Republican candidate who said gay people should be stoned to death refuses to back down
Scott Esk, a candidate for the Oklahoma House of Representatives once said he thinks it’s “totally right” for gay people to be executed.
Esk, 56, is standing in the Republican primary runoff election in Oklahoma on Wednesday (24 August) for the state’s House of Representatives’ 87th district.
Comments have resurfaced where he advocated for the execution of gay people, and despite trying to win votes, he has refused to retract or apologise for them.
In 2013, Esk posted on Facebook suggesting that gay people were “worthy of death”.
He was asked by a follower: “So, just to be clear, you think we should execute homosexuals (presumably by stoning)?”
Esk responded at the time saying: “I think we would be totally in the right to do it… Ignoring as a nation things that are worthy of death is very remiss.”
A year later, when asked to clarify the comments by a journalist, he said: “What I will tell you right now is that that was done in the Old Testament under a law that came directly from God. In that time it was totally just, came directly from God.”
He later reiterated: “What was done back then was just.”
Am I the only one who rejects being 'proud' or having 'pride' because of the kind of perversion that the inhabitants of Sodom and Gomorrah were put to death directly by God for (Genesis 19:1-29)???

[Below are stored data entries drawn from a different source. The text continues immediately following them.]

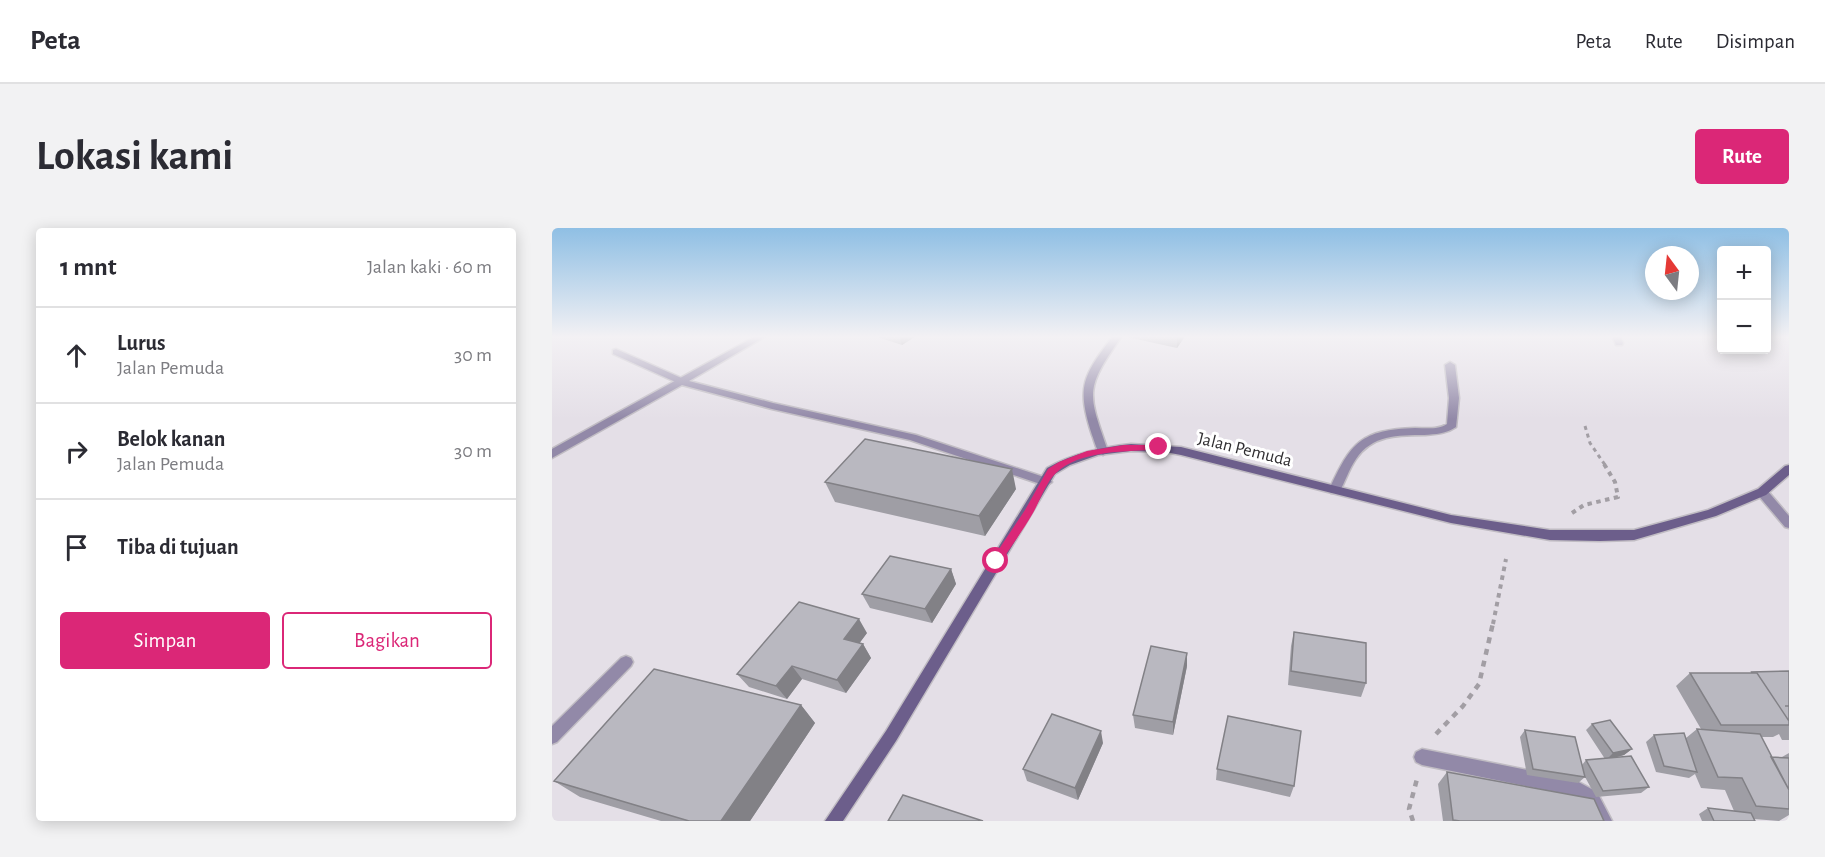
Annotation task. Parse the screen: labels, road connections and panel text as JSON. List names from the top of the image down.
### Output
{
  "streets": {
    "street": ["Jalan Pemuda"]
  },
  "north": "top",
  "page": {
    "header": "Peta",
    "nav": ["Peta", "Rute", "Disimpan"],
    "buttons": [
      "Rute",
      ["Simpan", "Bagikan"]
    ],
    "title": "Lokasi kami",
    "heading": ["1 mnt", "Jalan kaki · 60 m"],
    "map_buttons": ["+", "−"],
    "list": [
      ["Lurus", "Jalan Pemuda", "30 m"],
      ["Belok kanan", "Jalan Pemuda", "30 m"],
      "Tiba di tujuan"
    ]
  }
}
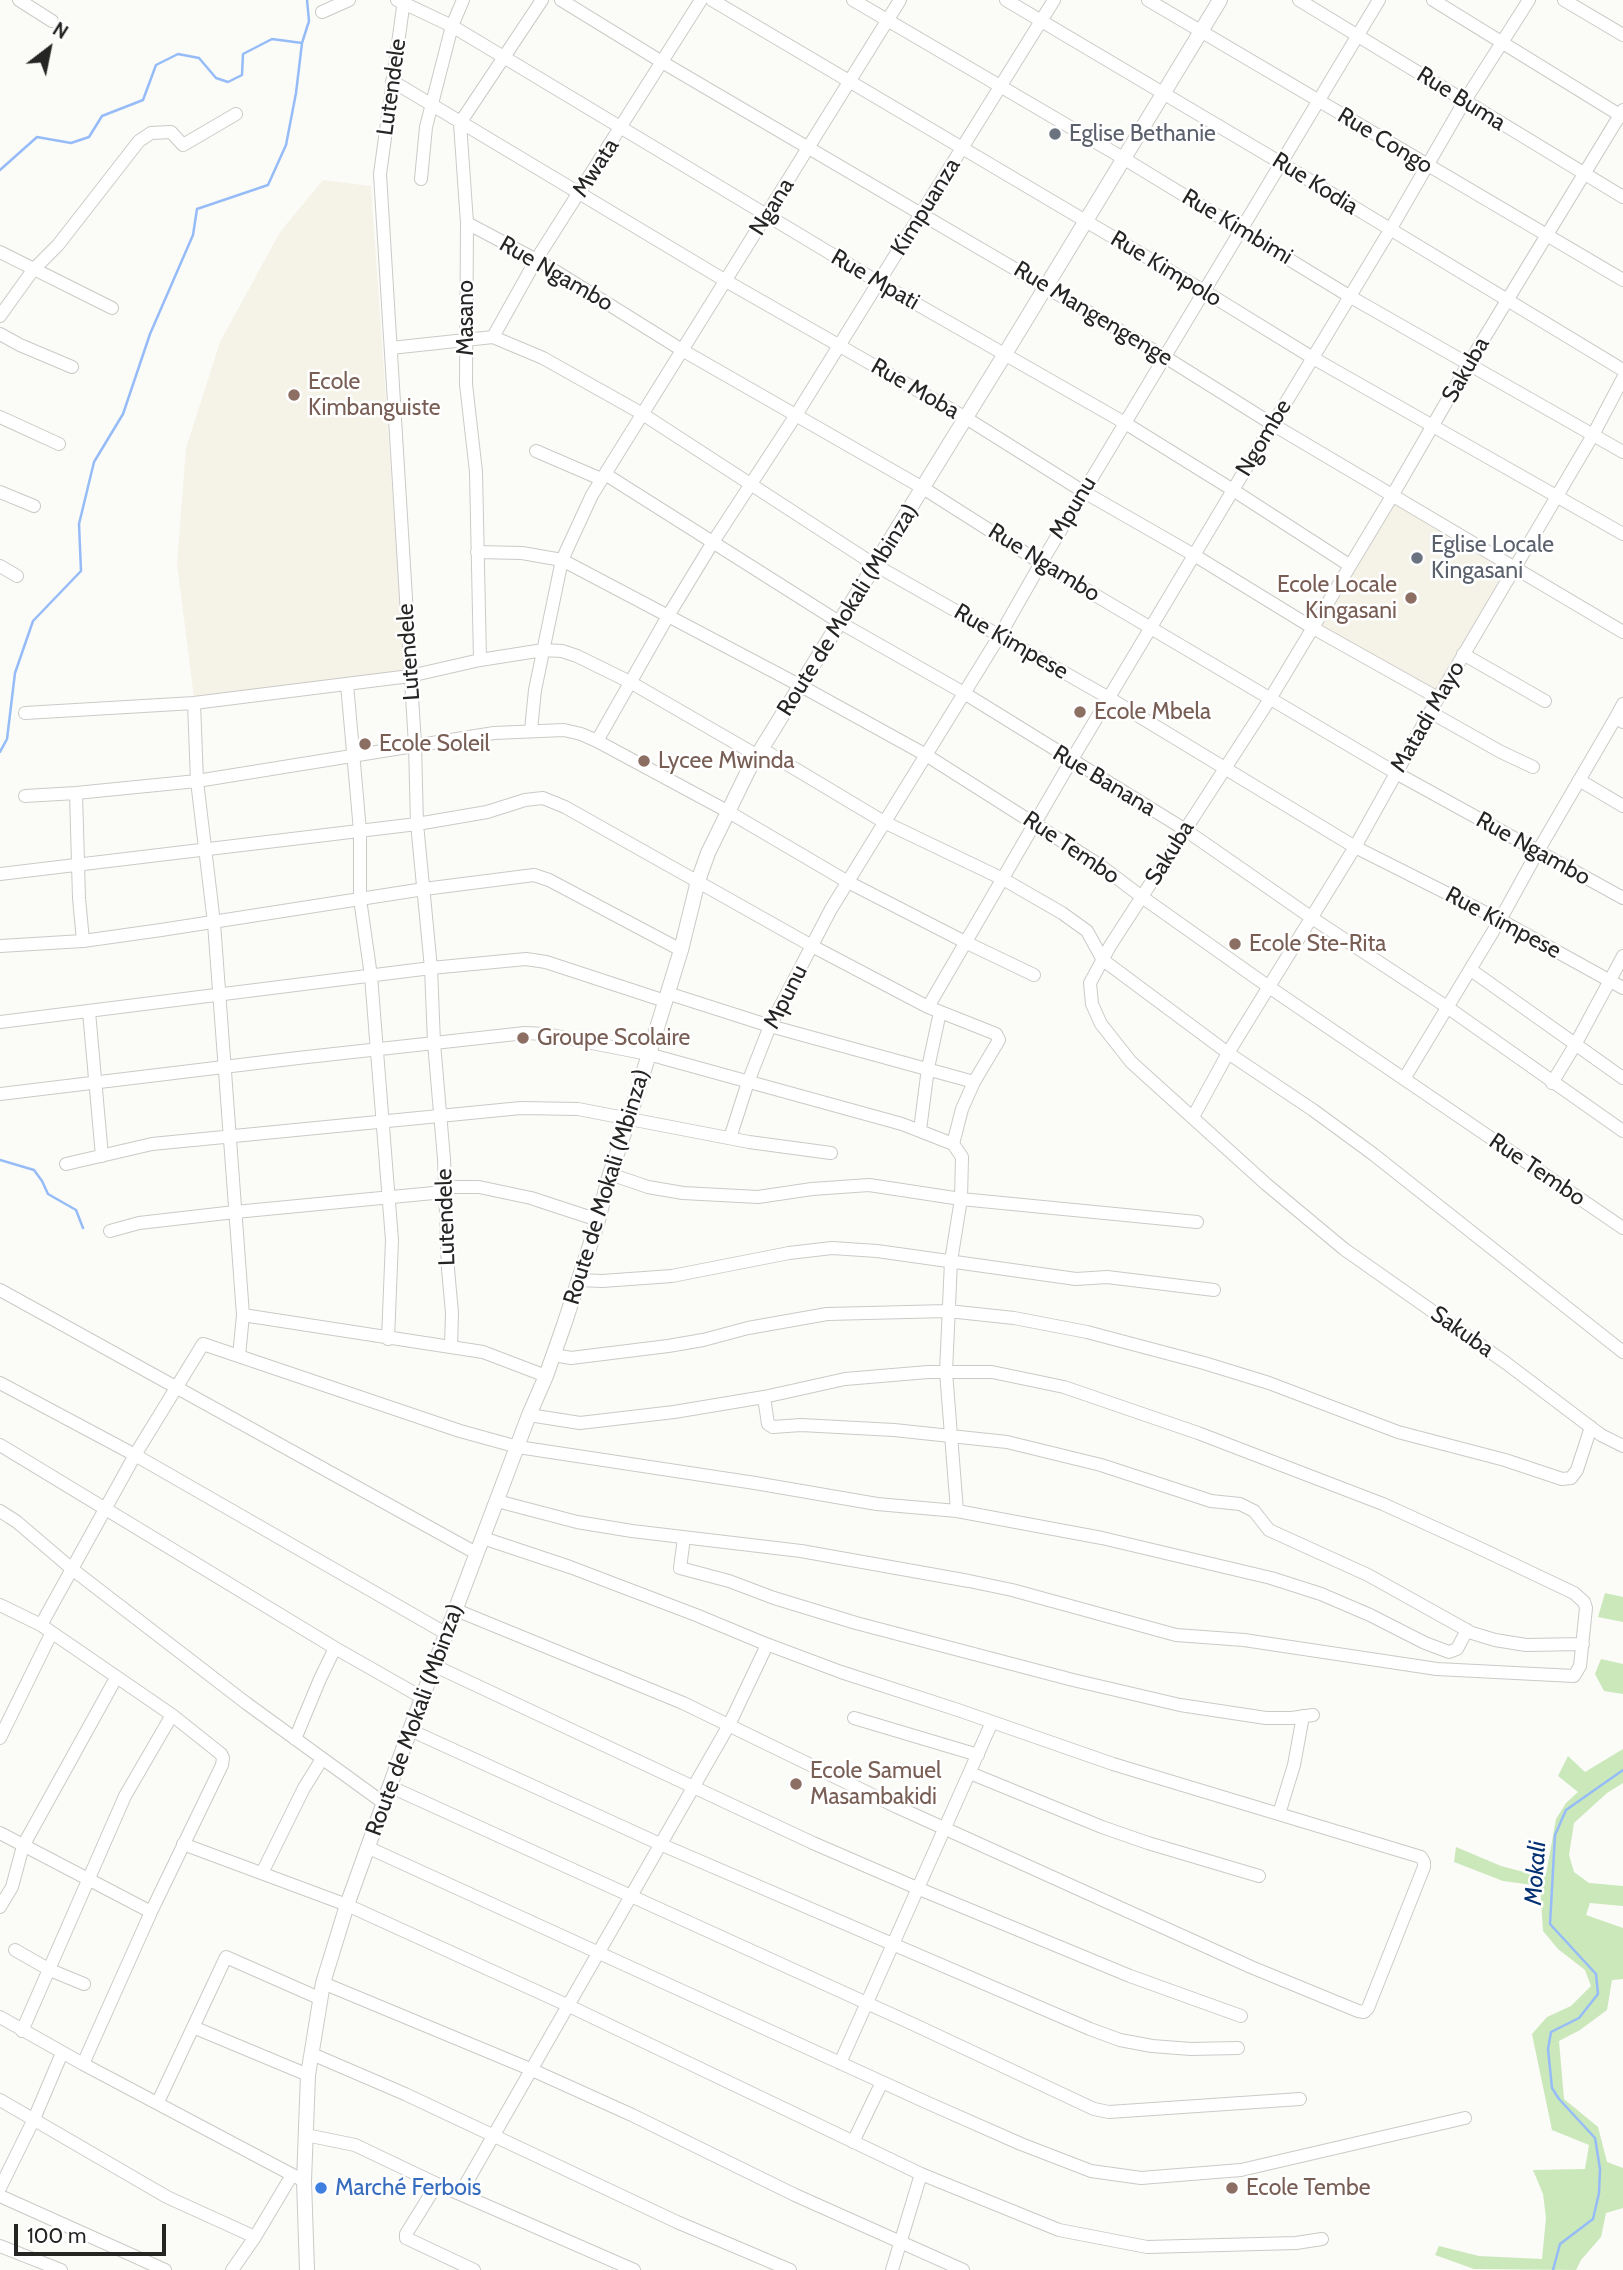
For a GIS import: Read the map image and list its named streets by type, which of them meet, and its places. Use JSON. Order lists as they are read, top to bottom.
{
  "streets": {
    "street": [
      "Lutendele",
      "Rue Buma",
      "Rue Congo",
      "Mwata",
      "Rue Kodia",
      "Ngana",
      "Kimpuanza",
      "Rue Kimbimi",
      "Rue Kimpolo",
      "Rue Ngambo",
      "Rue Mpati",
      "Rue Mangengenge",
      "Masano",
      "Sakuba",
      "Rue Moba",
      "Ngombe",
      "Mpunu",
      "Route de Mokali (Mbinza)",
      "Rue Kimpese",
      "Matadi Mayo",
      "Rue Banana",
      "Rue Tembo"
    ]
  },
  "crossings": [
    ["Lutendele", "Rue Mpati"],
    ["Lutendele", "Rue Moba"],
    ["Lutendele", "Rue Kimpese"],
    ["Rue Buma", "Sakuba"],
    ["Rue Buma", "Ngombe"],
    ["Rue Buma", "Mpunu"],
    ["Rue Congo", "Sakuba"],
    ["Rue Congo", "Ngombe"],
    ["Rue Congo", "Mpunu"],
    ["Rue Congo", "Route de Mokali (Mbinza)"],
    ["Mwata", "Rue Ngambo"],
    ["Mwata", "Rue Mpati"],
    ["Mwata", "Rue Mangengenge"],
    ["Mwata", "Rue Moba"],
    ["Mwata", "Rue Kimpese"],
    ["Rue Kodia", "Kimpuanza"],
    ["Rue Kodia", "Sakuba"],
    ["Rue Kodia", "Ngombe"],
    ["Rue Kodia", "Mpunu"],
    ["Rue Kodia", "Route de Mokali (Mbinza)"],
    ["Ngana", "Rue Kimbimi"],
    ["Ngana", "Rue Kimpolo"],
    ["Ngana", "Rue Ngambo"],
    ["Ngana", "Rue Mpati"],
    ["Ngana", "Rue Mangengenge"],
    ["Ngana", "Rue Moba"],
    ["Ngana", "Rue Kimpese"],
    ["Ngana", "Rue Banana"],
    ["Ngana", "Rue Tembo"],
    ["Kimpuanza", "Rue Kimbimi"],
    ["Kimpuanza", "Rue Kimpolo"],
    ["Kimpuanza", "Rue Ngambo"],
    ["Kimpuanza", "Rue Mpati"],
    ["Kimpuanza", "Rue Mangengenge"],
    ["Kimpuanza", "Rue Moba"],
    ["Kimpuanza", "Rue Kimpese"],
    ["Kimpuanza", "Rue Banana"],
    ["Kimpuanza", "Rue Tembo"],
    ["Rue Kimbimi", "Sakuba"],
    ["Rue Kimbimi", "Ngombe"],
    ["Rue Kimbimi", "Mpunu"],
    ["Rue Kimbimi", "Route de Mokali (Mbinza)"],
    ["Rue Kimbimi", "Matadi Mayo"],
    ["Rue Kimpolo", "Sakuba"],
    ["Rue Kimpolo", "Ngombe"],
    ["Rue Kimpolo", "Mpunu"],
    ["Rue Kimpolo", "Route de Mokali (Mbinza)"],
    ["Rue Kimpolo", "Matadi Mayo"],
    ["Rue Ngambo", "Masano"],
    ["Rue Ngambo", "Sakuba"],
    ["Rue Ngambo", "Ngombe"],
    ["Rue Ngambo", "Mpunu"],
    ["Rue Ngambo", "Route de Mokali (Mbinza)"],
    ["Rue Ngambo", "Matadi Mayo"],
    ["Rue Mpati", "Sakuba"],
    ["Rue Mpati", "Ngombe"],
    ["Rue Mpati", "Mpunu"],
    ["Rue Mpati", "Route de Mokali (Mbinza)"],
    ["Rue Mangengenge", "Sakuba"],
    ["Rue Mangengenge", "Ngombe"],
    ["Rue Mangengenge", "Mpunu"],
    ["Rue Mangengenge", "Route de Mokali (Mbinza)"],
    ["Rue Mangengenge", "Matadi Mayo"],
    ["Masano", "Rue Moba"],
    ["Masano", "Rue Kimpese"],
    ["Masano", "Rue Tembo"],
    ["Sakuba", "Rue Moba"],
    ["Sakuba", "Rue Kimpese"],
    ["Sakuba", "Matadi Mayo"],
    ["Sakuba", "Rue Banana"],
    ["Sakuba", "Rue Tembo"],
    ["Rue Moba", "Ngombe"],
    ["Rue Moba", "Mpunu"],
    ["Rue Moba", "Route de Mokali (Mbinza)"],
    ["Rue Moba", "Matadi Mayo"],
    ["Ngombe", "Rue Kimpese"],
    ["Ngombe", "Rue Banana"],
    ["Ngombe", "Rue Tembo"],
    ["Mpunu", "Rue Kimpese"],
    ["Mpunu", "Rue Banana"],
    ["Mpunu", "Rue Tembo"],
    ["Route de Mokali (Mbinza)", "Rue Kimpese"],
    ["Route de Mokali (Mbinza)", "Rue Banana"],
    ["Route de Mokali (Mbinza)", "Rue Tembo"],
    ["Rue Kimpese", "Matadi Mayo"],
    ["Matadi Mayo", "Rue Banana"],
    ["Matadi Mayo", "Rue Tembo"]
  ],
  "water": ["Mokali"],
  "places": [
    "Eglise Bethanie",
    "Ecole Kimbanguiste",
    "Eglise Locale Kingasani",
    "Ecole Locale Kingasani",
    "Ecole Mbela",
    "Ecole Soleil",
    "Lycee Mwinda",
    "Ecole Ste-Rita",
    "Groupe Scolaire",
    "Ecole Samuel Masambakidi",
    "Marché Ferbois",
    "Ecole Tembe"
  ],
  "scale_bar": "100 m",
  "north": "top right"
}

— Scott Esk (@imscobol) June 17, 2022
In a 2015 YouTube video, he described being gay as “an insidious addiction”, advocated for conversion therapy, and decried the fact that “gay used to mean happy, it now means perverted”.
But Esk is still, in 2022, refusing to back down.
GOP candidate Scott Esk is running for House District 87 in Oklahoma.
The runoff is tomorrow.
Scott Esk literally stated that he feels it is okay to execute gay people by stoning, because the Bible.
"Well, does that make me a homophobe?… It simply makes me a Christian. pic.twitter.com/VIQFP31jin— TygerSongbird 💜 🂡 ♠️🏹 (@TygerSongbird) August 22, 2022
Ahead of voters going to the polls, Scott Esk posted a new video to Facebook in which he said he would “set the record straight” on his “opinion against homosexuality”.
He asked: “Well, does that make me a homophobe?
“Maybe some people think it does. But as far as I and many of the voters of House District 87 are concerned, it simply makes me a Christian. Christians believe in biblical morality, kind of by definition, or they should.”
He added that even if others thought his views on gay people being worthy of death were “indecent”, it was actually “much more offensive knowing what obscene things homosexuals do with each other”.